Pull out every line with the word "Lucio" from the entries below.

Start of Supplied data

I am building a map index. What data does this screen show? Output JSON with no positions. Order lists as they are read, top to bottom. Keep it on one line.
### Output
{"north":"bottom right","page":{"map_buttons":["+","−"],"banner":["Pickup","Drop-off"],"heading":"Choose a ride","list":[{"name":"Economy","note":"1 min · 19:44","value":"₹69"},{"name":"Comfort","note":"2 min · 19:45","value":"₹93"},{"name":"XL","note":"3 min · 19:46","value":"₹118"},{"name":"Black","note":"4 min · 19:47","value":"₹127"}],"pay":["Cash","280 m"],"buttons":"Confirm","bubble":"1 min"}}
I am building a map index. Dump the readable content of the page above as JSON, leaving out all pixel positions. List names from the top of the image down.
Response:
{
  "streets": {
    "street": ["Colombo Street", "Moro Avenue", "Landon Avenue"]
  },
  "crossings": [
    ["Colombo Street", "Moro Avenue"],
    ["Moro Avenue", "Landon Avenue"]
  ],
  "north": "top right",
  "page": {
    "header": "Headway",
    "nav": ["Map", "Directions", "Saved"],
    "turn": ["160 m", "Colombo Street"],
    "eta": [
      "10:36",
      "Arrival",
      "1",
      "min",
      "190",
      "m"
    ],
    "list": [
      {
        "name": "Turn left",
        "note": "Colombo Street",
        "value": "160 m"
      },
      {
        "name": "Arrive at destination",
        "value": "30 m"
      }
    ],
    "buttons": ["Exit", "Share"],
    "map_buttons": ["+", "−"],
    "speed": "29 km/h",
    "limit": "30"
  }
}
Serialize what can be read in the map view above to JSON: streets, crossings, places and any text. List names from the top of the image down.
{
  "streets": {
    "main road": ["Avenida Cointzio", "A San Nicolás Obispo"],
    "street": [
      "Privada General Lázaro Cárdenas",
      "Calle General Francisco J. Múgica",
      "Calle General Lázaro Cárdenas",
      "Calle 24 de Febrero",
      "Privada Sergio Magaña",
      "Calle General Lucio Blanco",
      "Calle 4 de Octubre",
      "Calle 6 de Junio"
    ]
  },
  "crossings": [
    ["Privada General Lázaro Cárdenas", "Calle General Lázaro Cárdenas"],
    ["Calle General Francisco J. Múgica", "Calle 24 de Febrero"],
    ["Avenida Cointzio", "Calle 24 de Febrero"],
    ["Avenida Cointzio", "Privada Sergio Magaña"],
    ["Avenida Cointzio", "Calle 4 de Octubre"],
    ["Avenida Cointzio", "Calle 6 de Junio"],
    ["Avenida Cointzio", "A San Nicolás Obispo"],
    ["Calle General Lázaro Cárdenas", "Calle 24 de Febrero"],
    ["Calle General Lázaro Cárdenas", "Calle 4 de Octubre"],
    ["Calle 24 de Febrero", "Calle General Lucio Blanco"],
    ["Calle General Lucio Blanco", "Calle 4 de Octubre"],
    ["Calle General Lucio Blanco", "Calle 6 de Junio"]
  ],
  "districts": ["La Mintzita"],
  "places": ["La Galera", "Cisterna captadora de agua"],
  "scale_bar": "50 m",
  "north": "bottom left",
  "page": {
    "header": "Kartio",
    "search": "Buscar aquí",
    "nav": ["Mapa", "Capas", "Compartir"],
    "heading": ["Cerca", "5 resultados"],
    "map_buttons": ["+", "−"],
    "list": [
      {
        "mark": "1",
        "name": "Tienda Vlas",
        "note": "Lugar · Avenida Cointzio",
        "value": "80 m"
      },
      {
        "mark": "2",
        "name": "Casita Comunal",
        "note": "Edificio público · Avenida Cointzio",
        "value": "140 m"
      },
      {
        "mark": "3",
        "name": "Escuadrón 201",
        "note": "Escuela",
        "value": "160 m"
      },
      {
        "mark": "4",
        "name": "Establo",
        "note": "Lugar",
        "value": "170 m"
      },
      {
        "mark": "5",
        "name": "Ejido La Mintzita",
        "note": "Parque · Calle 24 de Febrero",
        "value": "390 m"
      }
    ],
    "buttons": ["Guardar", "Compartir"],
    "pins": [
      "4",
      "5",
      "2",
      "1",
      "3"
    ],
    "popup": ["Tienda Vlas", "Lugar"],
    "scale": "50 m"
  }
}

End of Supplied data

Output below:
      "Calle General Lucio Blanco",
    ["Calle 24 de Febrero", "Calle General Lucio Blanco"],
    ["Calle General Lucio Blanco", "Calle 4 de Octubre"],
    ["Calle General Lucio Blanco", "Calle 6 de Junio"]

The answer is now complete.